REQUIRED ACTION
Return all the data verbatim but without images.

Stored data

▬▬▬▬▬▬

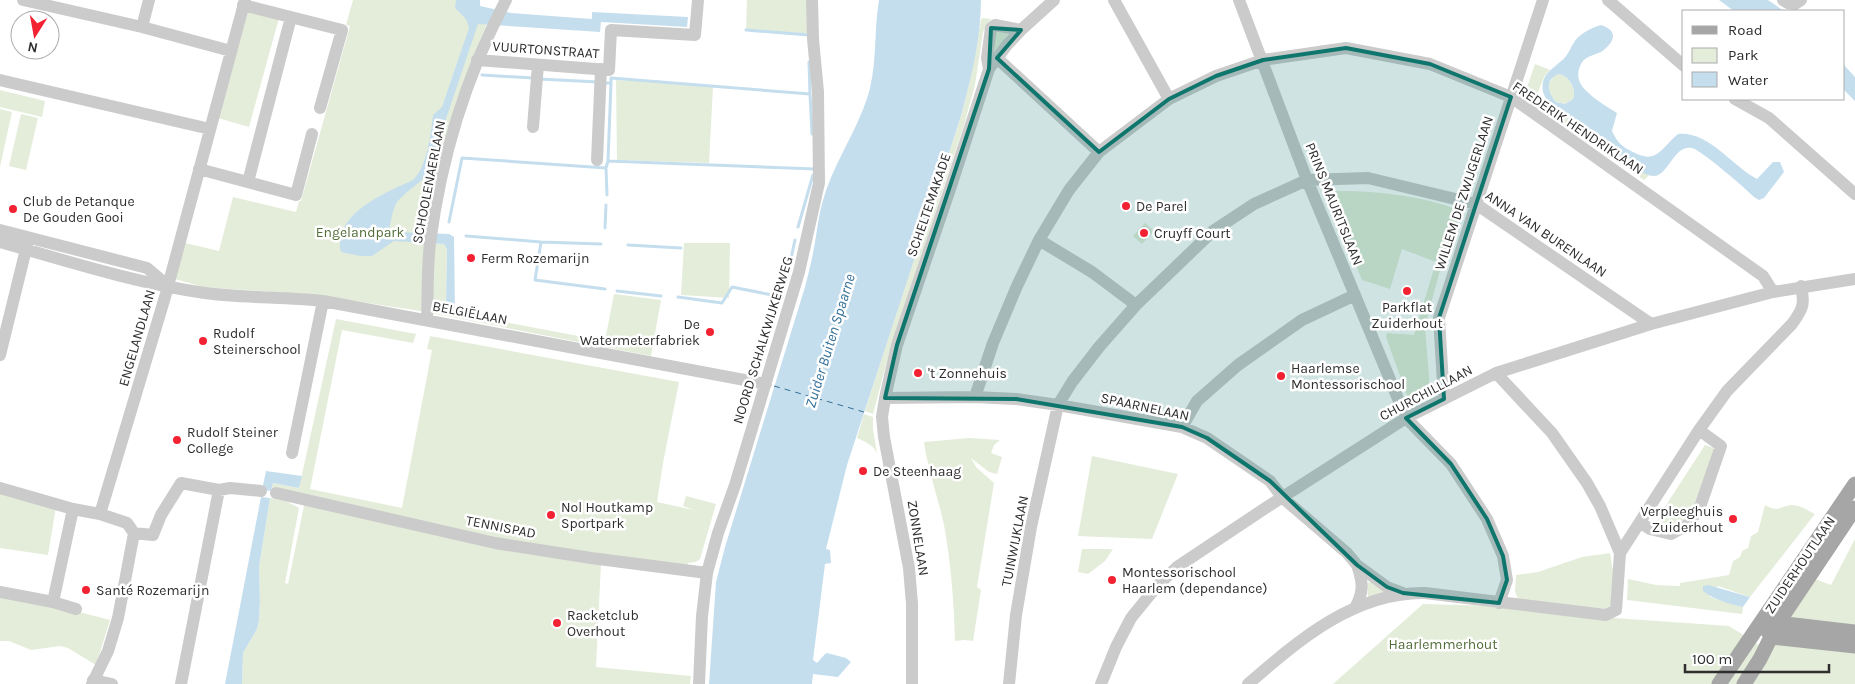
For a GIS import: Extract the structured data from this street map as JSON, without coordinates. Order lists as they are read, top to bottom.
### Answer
{
  "streets": {
    "main road": ["ZUIDERHOUTLAAN"],
    "street": [
      "VUURTONSTRAAT",
      "FREDERIK HENDRIKLAAN",
      "SCHOOLENAERLAAN",
      "WILLEM DE ZWIJGERLAAN",
      "PRINS MAURITSLAAN",
      "SCHELTEMAKADE",
      "ANNA VAN BURENLAAN",
      "BELGIËLAAN",
      "ENGELANDLAAN",
      "NOORD SCHALKWIJKERWEG",
      "CHURCHILLLAAN",
      "SPAARNELAAN",
      "TENNISPAD",
      "ZONNELAAN",
      "TUINWIJKLAAN"
    ]
  },
  "crossings": [
    ["VUURTONSTRAAT", "SCHOOLENAERLAAN"],
    ["FREDERIK HENDRIKLAAN", "WILLEM DE ZWIJGERLAAN"],
    ["FREDERIK HENDRIKLAAN", "PRINS MAURITSLAAN"],
    ["FREDERIK HENDRIKLAAN", "CHURCHILLLAAN"],
    ["FREDERIK HENDRIKLAAN", "SPAARNELAAN"],
    ["SCHOOLENAERLAAN", "BELGIËLAAN"],
    ["WILLEM DE ZWIJGERLAAN", "ANNA VAN BURENLAAN"],
    ["WILLEM DE ZWIJGERLAAN", "CHURCHILLLAAN"],
    ["PRINS MAURITSLAAN", "ANNA VAN BURENLAAN"],
    ["PRINS MAURITSLAAN", "CHURCHILLLAAN"],
    ["SCHELTEMAKADE", "SPAARNELAAN"],
    ["SCHELTEMAKADE", "ZONNELAAN"],
    ["ANNA VAN BURENLAAN", "CHURCHILLLAAN"],
    ["ANNA VAN BURENLAAN", "SPAARNELAAN"],
    ["ANNA VAN BURENLAAN", "TUINWIJKLAAN"],
    ["BELGIËLAAN", "ENGELANDLAAN"],
    ["BELGIËLAAN", "NOORD SCHALKWIJKERWEG"],
    ["NOORD SCHALKWIJKERWEG", "TENNISPAD"],
    ["CHURCHILLLAAN", "SPAARNELAAN"],
    ["SPAARNELAAN", "ZONNELAAN"],
    ["SPAARNELAAN", "TUINWIJKLAAN"]
  ],
  "water": ["Zuider Buiten Spaarne"],
  "parks": ["Engelandpark", "Haarlemmerhout"],
  "places": [
    "De Parel",
    "Club de Petanque De Gouden Gooi",
    "Cruyff Court",
    "Ferm Rozemarijn",
    "Parkflat Zuiderhout",
    "De Watermeterfabriek",
    "Rudolf Steinerschool",
    "'t Zonnehuis",
    "Haarlemse Montessorischool",
    "Rudolf Steiner College",
    "De Steenhaag",
    "Nol Houtkamp Sportpark",
    "Verpleeghuis Zuiderhout",
    "Montessorischool Haarlem (dependance)",
    "Santé Rozemarijn",
    "Racketclub Overhout"
  ],
  "legend": ["Road", "Park", "Water"],
  "scale_bar": "100 m",
  "north": "bottom"
}
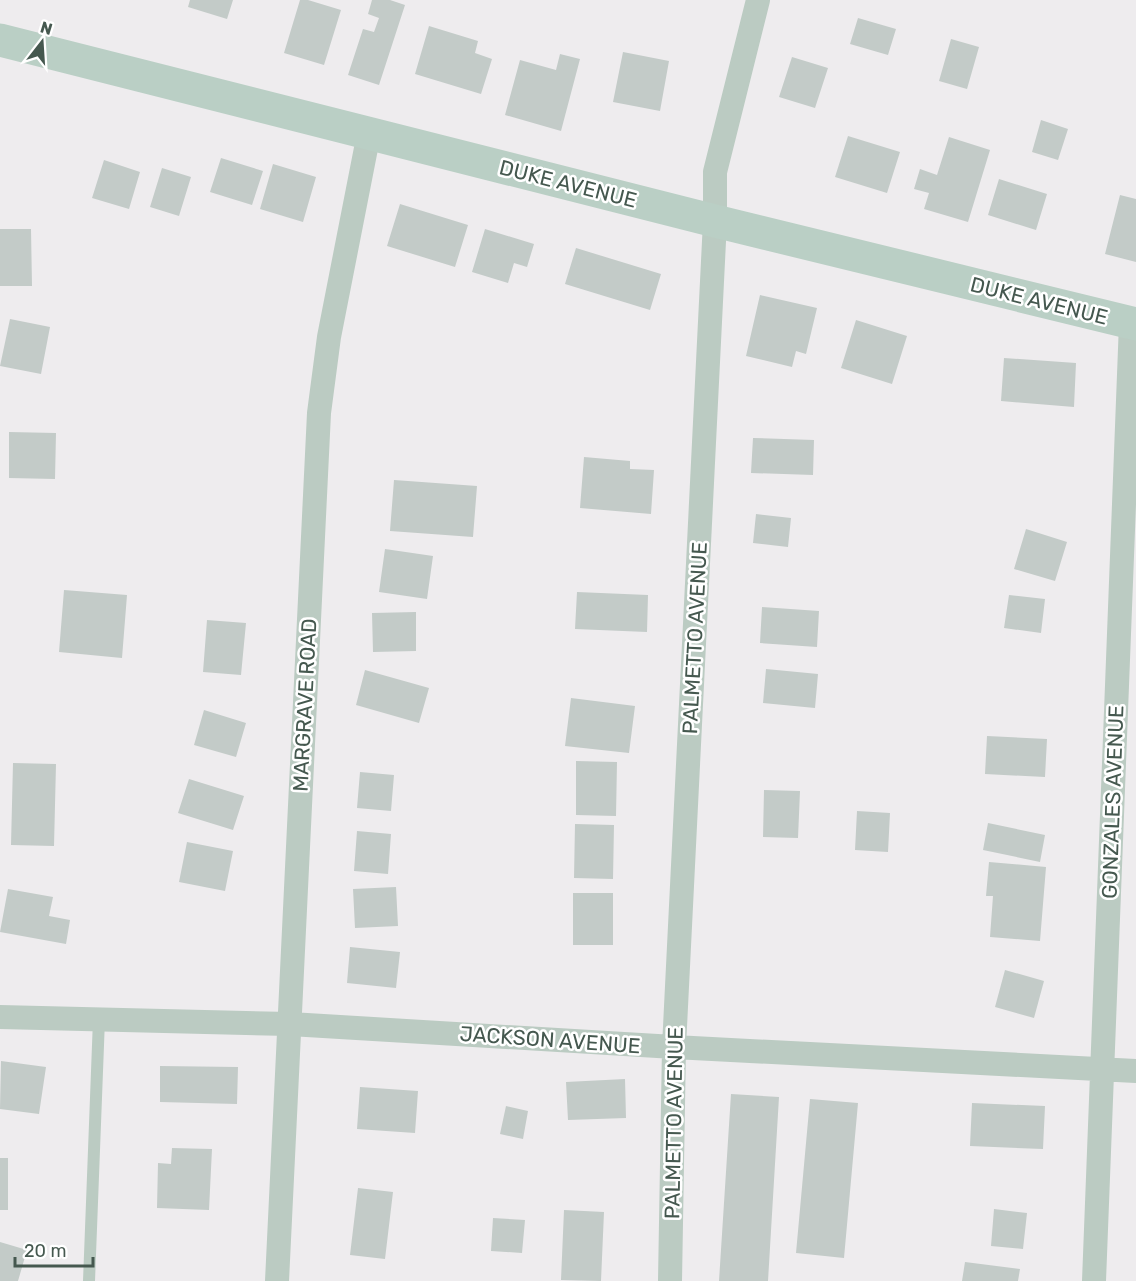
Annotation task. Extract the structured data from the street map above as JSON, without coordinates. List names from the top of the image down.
{
  "streets": {
    "street": [
      "DUKE AVENUE",
      "PALMETTO AVENUE",
      "MARGRAVE ROAD",
      "GONZALES AVENUE",
      "JACKSON AVENUE"
    ]
  },
  "crossings": [
    ["DUKE AVENUE", "PALMETTO AVENUE"],
    ["DUKE AVENUE", "MARGRAVE ROAD"],
    ["DUKE AVENUE", "GONZALES AVENUE"],
    ["PALMETTO AVENUE", "JACKSON AVENUE"],
    ["MARGRAVE ROAD", "JACKSON AVENUE"],
    ["GONZALES AVENUE", "JACKSON AVENUE"]
  ],
  "scale_bar": "20 m",
  "north": "top"
}
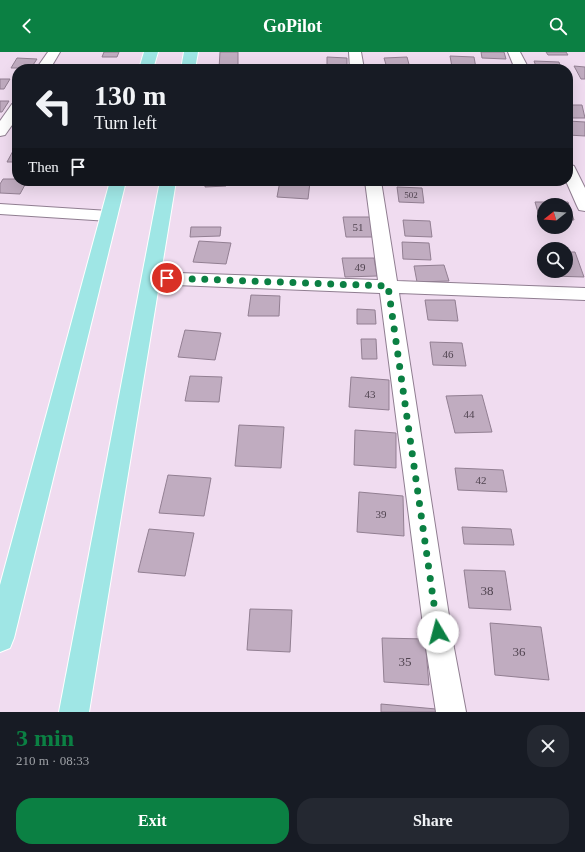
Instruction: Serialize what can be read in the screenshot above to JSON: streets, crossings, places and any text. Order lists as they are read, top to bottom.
{
  "house_numbers": [
    "502",
    "51",
    "49",
    "46",
    "43",
    "44",
    "42",
    "39",
    "38",
    "36",
    "35"
  ],
  "north": "left",
  "page": {
    "header": "GoPilot",
    "turn": ["130 m", "Turn left"],
    "then": "Then",
    "heading": ["3 min", "210 m · 08:33"],
    "buttons": ["Exit", "Share"]
  }
}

▬▬▬▬▬▬

RESPONSE BELOW
For a GIS import: Extract the structured data from this street map as JSON, without coordinates. Order lists as they are read, top to bottom.
### Answer
{
  "streets": {
    "main road": ["ZUIDERHOUTLAAN"],
    "street": [
      "VUURTONSTRAAT",
      "FREDERIK HENDRIKLAAN",
      "SCHOOLENAERLAAN",
      "WILLEM DE ZWIJGERLAAN",
      "PRINS MAURITSLAAN",
      "SCHELTEMAKADE",
      "ANNA VAN BURENLAAN",
      "BELGIËLAAN",
      "ENGELANDLAAN",
      "NOORD SCHALKWIJKERWEG",
      "CHURCHILLLAAN",
      "SPAARNELAAN",
      "TENNISPAD",
      "ZONNELAAN",
      "TUINWIJKLAAN"
    ]
  },
  "crossings": [
    ["VUURTONSTRAAT", "SCHOOLENAERLAAN"],
    ["FREDERIK HENDRIKLAAN", "WILLEM DE ZWIJGERLAAN"],
    ["FREDERIK HENDRIKLAAN", "PRINS MAURITSLAAN"],
    ["FREDERIK HENDRIKLAAN", "CHURCHILLLAAN"],
    ["FREDERIK HENDRIKLAAN", "SPAARNELAAN"],
    ["SCHOOLENAERLAAN", "BELGIËLAAN"],
    ["WILLEM DE ZWIJGERLAAN", "ANNA VAN BURENLAAN"],
    ["WILLEM DE ZWIJGERLAAN", "CHURCHILLLAAN"],
    ["PRINS MAURITSLAAN", "ANNA VAN BURENLAAN"],
    ["PRINS MAURITSLAAN", "CHURCHILLLAAN"],
    ["SCHELTEMAKADE", "SPAARNELAAN"],
    ["SCHELTEMAKADE", "ZONNELAAN"],
    ["ANNA VAN BURENLAAN", "CHURCHILLLAAN"],
    ["ANNA VAN BURENLAAN", "SPAARNELAAN"],
    ["ANNA VAN BURENLAAN", "TUINWIJKLAAN"],
    ["BELGIËLAAN", "ENGELANDLAAN"],
    ["BELGIËLAAN", "NOORD SCHALKWIJKERWEG"],
    ["NOORD SCHALKWIJKERWEG", "TENNISPAD"],
    ["CHURCHILLLAAN", "SPAARNELAAN"],
    ["SPAARNELAAN", "ZONNELAAN"],
    ["SPAARNELAAN", "TUINWIJKLAAN"]
  ],
  "water": ["Zuider Buiten Spaarne"],
  "parks": ["Engelandpark", "Haarlemmerhout"],
  "places": [
    "De Parel",
    "Club de Petanque De Gouden Gooi",
    "Cruyff Court",
    "Ferm Rozemarijn",
    "Parkflat Zuiderhout",
    "De Watermeterfabriek",
    "Rudolf Steinerschool",
    "'t Zonnehuis",
    "Haarlemse Montessorischool",
    "Rudolf Steiner College",
    "De Steenhaag",
    "Nol Houtkamp Sportpark",
    "Verpleeghuis Zuiderhout",
    "Montessorischool Haarlem (dependance)",
    "Santé Rozemarijn",
    "Racketclub Overhout"
  ],
  "legend": ["Road", "Park", "Water"],
  "scale_bar": "100 m",
  "north": "bottom"
}
Annotation task. Extract the structured data from the street map above as JSON, without coordinates. List names from the top of the image down.
{
  "streets": {
    "street": [
      "DUKE AVENUE",
      "PALMETTO AVENUE",
      "MARGRAVE ROAD",
      "GONZALES AVENUE",
      "JACKSON AVENUE"
    ]
  },
  "crossings": [
    ["DUKE AVENUE", "PALMETTO AVENUE"],
    ["DUKE AVENUE", "MARGRAVE ROAD"],
    ["DUKE AVENUE", "GONZALES AVENUE"],
    ["PALMETTO AVENUE", "JACKSON AVENUE"],
    ["MARGRAVE ROAD", "JACKSON AVENUE"],
    ["GONZALES AVENUE", "JACKSON AVENUE"]
  ],
  "scale_bar": "20 m",
  "north": "top"
}
Instruction: Serialize what can be read in the screenshot above to JSON: streets, crossings, places and any text. Order lists as they are read, top to bottom.
{
  "house_numbers": [
    "502",
    "51",
    "49",
    "46",
    "43",
    "44",
    "42",
    "39",
    "38",
    "36",
    "35"
  ],
  "north": "left",
  "page": {
    "header": "GoPilot",
    "turn": ["130 m", "Turn left"],
    "then": "Then",
    "heading": ["3 min", "210 m · 08:33"],
    "buttons": ["Exit", "Share"]
  }
}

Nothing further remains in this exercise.